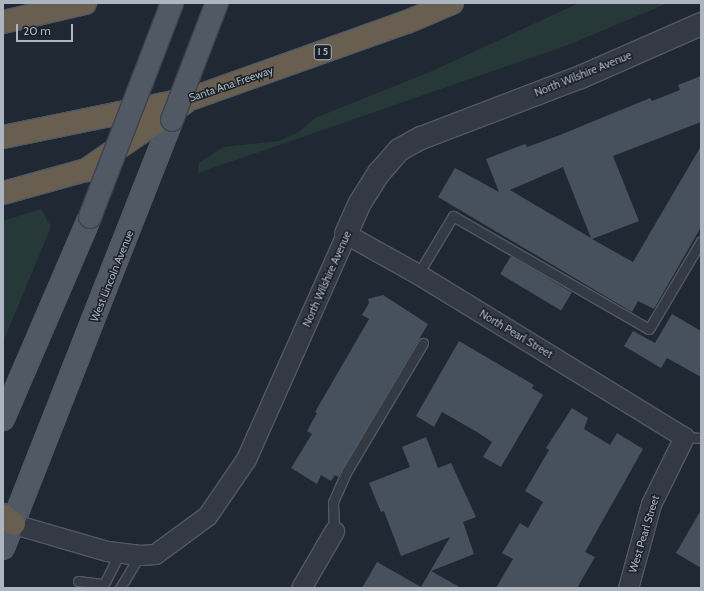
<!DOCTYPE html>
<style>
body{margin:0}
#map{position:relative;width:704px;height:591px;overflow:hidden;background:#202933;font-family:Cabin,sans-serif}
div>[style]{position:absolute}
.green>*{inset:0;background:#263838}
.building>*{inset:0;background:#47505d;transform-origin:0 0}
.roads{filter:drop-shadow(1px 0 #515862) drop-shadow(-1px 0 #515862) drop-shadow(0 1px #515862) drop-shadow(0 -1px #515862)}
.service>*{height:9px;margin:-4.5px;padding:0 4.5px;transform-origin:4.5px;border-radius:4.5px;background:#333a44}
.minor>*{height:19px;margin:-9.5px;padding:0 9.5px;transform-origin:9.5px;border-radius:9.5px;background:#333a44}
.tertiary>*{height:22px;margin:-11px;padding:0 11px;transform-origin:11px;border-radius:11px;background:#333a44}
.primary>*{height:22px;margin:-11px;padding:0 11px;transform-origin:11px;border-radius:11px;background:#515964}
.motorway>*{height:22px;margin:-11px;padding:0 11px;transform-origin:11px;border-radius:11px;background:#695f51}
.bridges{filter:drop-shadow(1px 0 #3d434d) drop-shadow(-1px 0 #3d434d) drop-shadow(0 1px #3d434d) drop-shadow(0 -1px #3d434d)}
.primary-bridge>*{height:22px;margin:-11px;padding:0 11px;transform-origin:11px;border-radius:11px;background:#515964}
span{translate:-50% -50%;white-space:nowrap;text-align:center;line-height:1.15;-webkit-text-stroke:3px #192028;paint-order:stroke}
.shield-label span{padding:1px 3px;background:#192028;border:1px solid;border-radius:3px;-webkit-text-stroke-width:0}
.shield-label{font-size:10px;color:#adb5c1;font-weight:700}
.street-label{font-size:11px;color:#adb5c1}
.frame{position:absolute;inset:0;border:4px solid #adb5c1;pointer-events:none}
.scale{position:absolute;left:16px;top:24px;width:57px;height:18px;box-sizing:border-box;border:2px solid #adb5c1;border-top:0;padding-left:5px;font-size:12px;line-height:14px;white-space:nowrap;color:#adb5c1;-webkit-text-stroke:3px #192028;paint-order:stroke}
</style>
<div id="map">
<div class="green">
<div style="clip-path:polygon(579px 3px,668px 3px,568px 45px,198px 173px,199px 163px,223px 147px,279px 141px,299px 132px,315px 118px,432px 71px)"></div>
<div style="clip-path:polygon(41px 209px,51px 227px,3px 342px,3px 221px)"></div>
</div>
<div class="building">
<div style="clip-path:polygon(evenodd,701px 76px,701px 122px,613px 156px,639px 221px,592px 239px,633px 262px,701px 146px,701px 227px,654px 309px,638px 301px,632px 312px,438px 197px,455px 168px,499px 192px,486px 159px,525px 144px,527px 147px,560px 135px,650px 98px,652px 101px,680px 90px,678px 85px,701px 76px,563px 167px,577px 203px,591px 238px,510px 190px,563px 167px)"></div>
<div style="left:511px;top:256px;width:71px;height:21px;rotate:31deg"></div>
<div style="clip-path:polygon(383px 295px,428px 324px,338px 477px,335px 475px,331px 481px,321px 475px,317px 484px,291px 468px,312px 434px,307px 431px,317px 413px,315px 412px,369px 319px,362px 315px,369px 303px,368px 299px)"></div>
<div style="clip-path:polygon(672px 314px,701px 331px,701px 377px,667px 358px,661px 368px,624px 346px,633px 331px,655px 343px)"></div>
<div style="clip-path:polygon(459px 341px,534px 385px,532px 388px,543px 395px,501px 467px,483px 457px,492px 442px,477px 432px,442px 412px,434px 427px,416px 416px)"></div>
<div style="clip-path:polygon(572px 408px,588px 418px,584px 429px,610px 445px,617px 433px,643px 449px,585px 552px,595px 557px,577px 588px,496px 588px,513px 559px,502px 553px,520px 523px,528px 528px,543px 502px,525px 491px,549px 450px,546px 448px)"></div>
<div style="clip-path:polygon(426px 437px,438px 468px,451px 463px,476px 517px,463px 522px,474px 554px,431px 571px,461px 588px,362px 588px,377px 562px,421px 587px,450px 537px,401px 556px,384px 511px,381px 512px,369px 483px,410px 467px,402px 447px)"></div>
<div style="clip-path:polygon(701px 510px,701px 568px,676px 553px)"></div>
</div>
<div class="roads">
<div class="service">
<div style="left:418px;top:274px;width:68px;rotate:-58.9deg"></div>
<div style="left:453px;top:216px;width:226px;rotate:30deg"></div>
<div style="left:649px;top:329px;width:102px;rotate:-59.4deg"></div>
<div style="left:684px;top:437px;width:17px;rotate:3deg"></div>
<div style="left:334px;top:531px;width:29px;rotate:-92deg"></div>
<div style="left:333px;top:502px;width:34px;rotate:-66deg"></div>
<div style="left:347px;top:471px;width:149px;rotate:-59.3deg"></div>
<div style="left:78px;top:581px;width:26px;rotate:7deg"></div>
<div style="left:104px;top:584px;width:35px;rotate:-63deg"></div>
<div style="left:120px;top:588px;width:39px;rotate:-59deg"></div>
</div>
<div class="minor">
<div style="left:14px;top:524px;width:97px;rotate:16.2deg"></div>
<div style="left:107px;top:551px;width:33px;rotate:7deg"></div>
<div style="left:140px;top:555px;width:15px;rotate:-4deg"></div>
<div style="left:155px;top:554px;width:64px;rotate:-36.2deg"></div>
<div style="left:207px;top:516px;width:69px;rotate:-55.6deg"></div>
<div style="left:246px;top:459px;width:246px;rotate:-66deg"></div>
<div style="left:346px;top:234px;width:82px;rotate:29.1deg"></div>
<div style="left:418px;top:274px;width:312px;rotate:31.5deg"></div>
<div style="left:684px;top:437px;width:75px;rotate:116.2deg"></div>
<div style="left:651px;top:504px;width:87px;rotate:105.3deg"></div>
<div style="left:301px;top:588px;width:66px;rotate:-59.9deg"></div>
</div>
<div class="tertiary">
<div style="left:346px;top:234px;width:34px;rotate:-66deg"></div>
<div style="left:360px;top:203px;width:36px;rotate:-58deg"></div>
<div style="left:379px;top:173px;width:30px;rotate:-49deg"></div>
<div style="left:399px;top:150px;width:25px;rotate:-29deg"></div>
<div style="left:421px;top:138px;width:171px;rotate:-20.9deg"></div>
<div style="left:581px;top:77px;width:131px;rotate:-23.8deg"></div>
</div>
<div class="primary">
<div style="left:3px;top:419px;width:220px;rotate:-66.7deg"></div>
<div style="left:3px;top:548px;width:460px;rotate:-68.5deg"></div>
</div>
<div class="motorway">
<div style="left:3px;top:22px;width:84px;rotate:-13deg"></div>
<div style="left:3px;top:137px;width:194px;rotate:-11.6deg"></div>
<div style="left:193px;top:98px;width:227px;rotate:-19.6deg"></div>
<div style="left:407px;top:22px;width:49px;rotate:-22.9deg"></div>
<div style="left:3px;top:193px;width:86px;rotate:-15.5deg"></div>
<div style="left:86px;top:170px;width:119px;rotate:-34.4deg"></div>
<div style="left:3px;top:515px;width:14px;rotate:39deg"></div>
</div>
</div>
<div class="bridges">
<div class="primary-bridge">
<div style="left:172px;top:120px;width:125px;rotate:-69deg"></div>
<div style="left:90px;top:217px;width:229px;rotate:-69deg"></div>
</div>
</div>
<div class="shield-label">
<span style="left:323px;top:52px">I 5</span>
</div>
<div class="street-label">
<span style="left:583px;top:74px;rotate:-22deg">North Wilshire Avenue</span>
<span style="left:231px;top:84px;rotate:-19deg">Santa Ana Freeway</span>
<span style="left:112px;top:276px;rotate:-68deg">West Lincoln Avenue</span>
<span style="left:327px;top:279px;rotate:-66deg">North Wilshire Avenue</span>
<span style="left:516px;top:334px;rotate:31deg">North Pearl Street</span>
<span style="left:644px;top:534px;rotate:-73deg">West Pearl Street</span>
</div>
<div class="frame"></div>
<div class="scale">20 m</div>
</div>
___
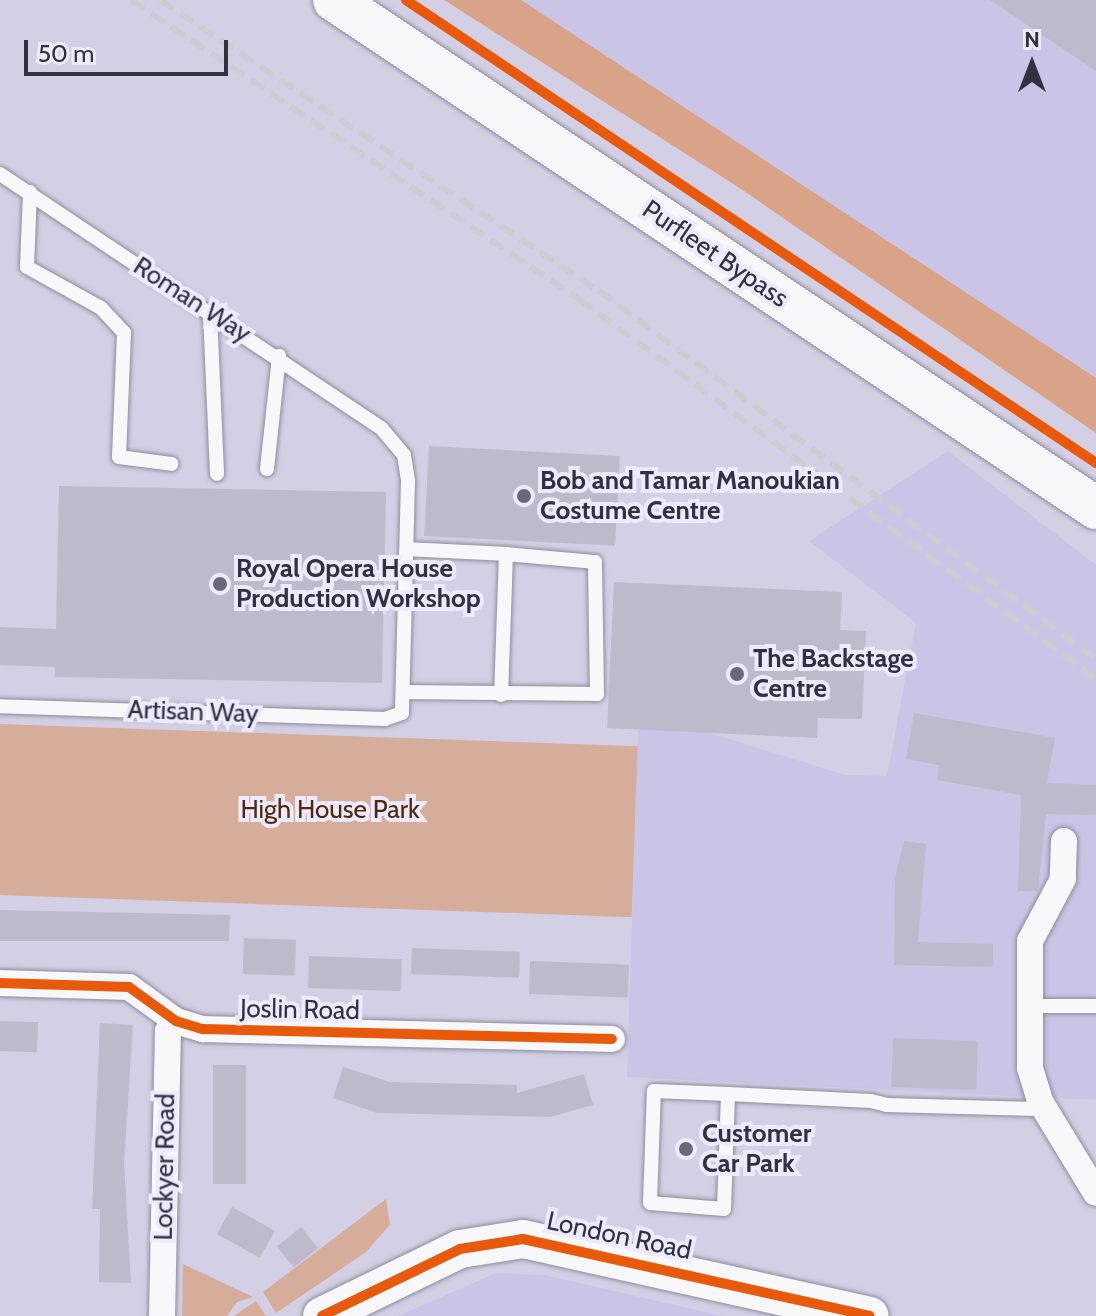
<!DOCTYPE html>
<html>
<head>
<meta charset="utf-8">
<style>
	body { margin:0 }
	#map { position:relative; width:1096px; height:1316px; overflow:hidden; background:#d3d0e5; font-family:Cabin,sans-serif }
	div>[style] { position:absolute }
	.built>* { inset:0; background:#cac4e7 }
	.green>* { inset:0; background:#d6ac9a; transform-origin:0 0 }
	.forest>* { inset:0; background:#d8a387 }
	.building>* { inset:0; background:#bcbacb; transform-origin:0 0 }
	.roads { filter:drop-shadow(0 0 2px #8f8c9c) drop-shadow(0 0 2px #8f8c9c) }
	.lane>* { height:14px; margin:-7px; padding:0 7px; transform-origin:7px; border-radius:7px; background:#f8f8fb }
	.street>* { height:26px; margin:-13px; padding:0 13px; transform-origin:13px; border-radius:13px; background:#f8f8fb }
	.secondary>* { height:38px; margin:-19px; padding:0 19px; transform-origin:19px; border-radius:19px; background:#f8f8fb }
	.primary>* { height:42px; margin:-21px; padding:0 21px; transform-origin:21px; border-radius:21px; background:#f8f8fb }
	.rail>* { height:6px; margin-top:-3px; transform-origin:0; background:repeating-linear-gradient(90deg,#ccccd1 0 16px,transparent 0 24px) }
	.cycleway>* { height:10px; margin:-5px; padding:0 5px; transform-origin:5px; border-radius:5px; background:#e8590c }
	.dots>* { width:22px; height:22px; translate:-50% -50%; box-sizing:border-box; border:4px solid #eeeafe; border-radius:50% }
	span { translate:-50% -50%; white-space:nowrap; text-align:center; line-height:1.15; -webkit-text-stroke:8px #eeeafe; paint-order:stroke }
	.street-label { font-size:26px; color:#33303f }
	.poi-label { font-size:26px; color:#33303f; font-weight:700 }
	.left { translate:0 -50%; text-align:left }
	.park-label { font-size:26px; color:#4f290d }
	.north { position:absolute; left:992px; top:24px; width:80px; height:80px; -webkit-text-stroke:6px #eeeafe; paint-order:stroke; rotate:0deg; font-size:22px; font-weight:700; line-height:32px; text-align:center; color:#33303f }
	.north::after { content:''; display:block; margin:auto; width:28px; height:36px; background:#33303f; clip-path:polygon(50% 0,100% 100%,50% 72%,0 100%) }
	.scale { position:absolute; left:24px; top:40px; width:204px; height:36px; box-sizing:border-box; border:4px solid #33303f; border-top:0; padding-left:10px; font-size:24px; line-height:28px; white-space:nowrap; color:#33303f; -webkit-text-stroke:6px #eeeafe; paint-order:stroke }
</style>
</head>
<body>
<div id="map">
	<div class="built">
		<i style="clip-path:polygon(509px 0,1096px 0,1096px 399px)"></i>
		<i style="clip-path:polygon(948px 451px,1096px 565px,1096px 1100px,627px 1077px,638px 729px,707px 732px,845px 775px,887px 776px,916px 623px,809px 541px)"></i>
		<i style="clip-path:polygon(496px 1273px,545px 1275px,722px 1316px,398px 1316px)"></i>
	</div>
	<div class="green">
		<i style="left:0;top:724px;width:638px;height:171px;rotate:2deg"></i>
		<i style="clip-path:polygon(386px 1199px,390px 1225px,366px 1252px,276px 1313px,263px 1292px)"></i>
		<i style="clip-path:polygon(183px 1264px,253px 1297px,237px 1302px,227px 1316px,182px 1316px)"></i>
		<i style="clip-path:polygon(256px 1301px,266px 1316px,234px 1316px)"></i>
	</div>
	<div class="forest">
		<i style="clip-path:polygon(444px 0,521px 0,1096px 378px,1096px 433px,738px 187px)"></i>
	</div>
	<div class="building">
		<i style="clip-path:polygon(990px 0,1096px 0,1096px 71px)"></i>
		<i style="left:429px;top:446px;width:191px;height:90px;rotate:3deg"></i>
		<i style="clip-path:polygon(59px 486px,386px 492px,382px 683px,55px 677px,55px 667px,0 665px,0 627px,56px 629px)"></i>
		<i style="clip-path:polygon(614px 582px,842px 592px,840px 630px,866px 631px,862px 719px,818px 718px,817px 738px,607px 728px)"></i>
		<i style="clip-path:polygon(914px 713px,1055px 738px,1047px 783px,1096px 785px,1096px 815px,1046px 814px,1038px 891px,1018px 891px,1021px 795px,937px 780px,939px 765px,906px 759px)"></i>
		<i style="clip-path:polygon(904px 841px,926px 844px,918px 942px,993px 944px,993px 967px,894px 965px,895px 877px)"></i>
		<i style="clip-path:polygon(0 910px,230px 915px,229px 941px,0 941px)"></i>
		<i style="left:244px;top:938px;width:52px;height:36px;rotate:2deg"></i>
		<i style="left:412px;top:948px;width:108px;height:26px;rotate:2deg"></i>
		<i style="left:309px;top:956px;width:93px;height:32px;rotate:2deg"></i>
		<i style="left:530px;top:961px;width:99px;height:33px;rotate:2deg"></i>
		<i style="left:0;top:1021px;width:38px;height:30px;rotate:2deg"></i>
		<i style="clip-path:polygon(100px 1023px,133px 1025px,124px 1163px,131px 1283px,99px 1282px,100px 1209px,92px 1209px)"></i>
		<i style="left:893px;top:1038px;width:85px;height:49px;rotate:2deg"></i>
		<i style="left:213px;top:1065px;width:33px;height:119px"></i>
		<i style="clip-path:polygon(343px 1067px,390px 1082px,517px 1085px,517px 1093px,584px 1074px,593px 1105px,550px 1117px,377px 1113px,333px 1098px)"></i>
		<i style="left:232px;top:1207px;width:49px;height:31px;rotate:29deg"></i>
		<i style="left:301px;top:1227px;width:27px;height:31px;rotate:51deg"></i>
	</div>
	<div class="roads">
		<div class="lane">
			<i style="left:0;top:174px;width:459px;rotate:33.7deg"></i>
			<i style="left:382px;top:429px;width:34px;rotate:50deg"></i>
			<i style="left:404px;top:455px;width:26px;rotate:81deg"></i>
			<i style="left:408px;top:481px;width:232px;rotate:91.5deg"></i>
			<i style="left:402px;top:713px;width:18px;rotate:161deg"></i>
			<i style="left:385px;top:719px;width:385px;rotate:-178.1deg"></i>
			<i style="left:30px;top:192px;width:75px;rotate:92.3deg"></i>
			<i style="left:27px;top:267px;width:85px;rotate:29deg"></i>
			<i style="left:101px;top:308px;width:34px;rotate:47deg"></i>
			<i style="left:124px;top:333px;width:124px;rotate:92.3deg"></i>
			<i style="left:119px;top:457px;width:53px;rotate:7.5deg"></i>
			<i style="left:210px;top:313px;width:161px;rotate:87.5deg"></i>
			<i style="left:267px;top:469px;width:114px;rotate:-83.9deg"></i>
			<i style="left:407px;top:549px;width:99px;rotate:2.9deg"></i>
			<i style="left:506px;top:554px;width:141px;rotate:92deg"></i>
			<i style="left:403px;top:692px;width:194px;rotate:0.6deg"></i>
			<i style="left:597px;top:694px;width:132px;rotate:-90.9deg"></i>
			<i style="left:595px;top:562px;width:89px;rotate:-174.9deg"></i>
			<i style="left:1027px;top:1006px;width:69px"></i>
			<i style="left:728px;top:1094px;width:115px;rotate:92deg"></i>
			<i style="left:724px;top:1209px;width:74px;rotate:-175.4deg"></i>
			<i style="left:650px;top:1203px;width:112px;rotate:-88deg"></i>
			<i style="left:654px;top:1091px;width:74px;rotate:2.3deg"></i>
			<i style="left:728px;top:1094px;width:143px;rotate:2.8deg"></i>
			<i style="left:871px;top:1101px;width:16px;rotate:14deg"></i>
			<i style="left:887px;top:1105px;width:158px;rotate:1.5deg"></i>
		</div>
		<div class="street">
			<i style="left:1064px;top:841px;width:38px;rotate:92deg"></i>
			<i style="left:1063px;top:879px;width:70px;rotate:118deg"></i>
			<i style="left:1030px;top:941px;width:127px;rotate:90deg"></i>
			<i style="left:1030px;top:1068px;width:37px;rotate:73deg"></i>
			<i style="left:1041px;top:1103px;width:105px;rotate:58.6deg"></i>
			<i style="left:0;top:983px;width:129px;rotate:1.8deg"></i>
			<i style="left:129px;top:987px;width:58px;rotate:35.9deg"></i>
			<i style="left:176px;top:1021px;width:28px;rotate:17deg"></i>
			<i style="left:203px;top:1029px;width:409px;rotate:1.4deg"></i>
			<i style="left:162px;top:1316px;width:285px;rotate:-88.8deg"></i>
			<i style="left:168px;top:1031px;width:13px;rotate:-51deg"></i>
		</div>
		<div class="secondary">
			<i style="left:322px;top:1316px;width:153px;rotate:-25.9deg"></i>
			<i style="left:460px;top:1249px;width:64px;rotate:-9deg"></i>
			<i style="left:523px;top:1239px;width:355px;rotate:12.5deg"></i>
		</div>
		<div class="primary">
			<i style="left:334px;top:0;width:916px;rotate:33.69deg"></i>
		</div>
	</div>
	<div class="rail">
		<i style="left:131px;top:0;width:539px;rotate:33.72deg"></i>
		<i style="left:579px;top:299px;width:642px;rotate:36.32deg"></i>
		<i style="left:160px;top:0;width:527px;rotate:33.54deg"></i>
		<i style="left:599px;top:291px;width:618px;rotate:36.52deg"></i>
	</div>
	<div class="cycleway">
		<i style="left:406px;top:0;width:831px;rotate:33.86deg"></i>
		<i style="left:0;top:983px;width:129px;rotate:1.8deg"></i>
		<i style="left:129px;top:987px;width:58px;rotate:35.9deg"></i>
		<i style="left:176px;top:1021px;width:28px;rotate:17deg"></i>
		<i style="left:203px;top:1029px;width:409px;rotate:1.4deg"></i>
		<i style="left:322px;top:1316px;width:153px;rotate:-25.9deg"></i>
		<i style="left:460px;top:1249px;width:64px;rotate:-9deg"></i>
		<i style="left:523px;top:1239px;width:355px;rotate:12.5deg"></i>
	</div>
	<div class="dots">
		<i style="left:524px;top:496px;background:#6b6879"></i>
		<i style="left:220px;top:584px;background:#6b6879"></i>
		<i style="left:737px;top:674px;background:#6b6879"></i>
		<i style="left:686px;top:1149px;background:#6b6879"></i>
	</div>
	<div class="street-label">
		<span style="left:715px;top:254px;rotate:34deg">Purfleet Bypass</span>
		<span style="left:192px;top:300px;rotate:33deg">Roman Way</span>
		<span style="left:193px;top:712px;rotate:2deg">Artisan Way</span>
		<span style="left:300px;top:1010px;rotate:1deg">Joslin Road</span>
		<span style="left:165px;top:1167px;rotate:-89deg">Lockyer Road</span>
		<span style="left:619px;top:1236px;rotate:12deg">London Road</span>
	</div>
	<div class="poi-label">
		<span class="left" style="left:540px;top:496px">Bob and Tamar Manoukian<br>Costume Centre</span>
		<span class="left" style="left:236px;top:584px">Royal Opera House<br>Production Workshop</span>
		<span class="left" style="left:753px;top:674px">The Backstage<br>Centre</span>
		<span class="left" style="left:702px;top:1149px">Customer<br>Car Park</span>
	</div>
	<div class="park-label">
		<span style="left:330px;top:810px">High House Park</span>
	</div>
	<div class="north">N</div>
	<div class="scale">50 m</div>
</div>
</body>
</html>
___
ASSIGNED TASK:
Please tally the lines of the material that contain the word "hidden", then give the total alone.

SOLUTION FOR THIS TASK:
2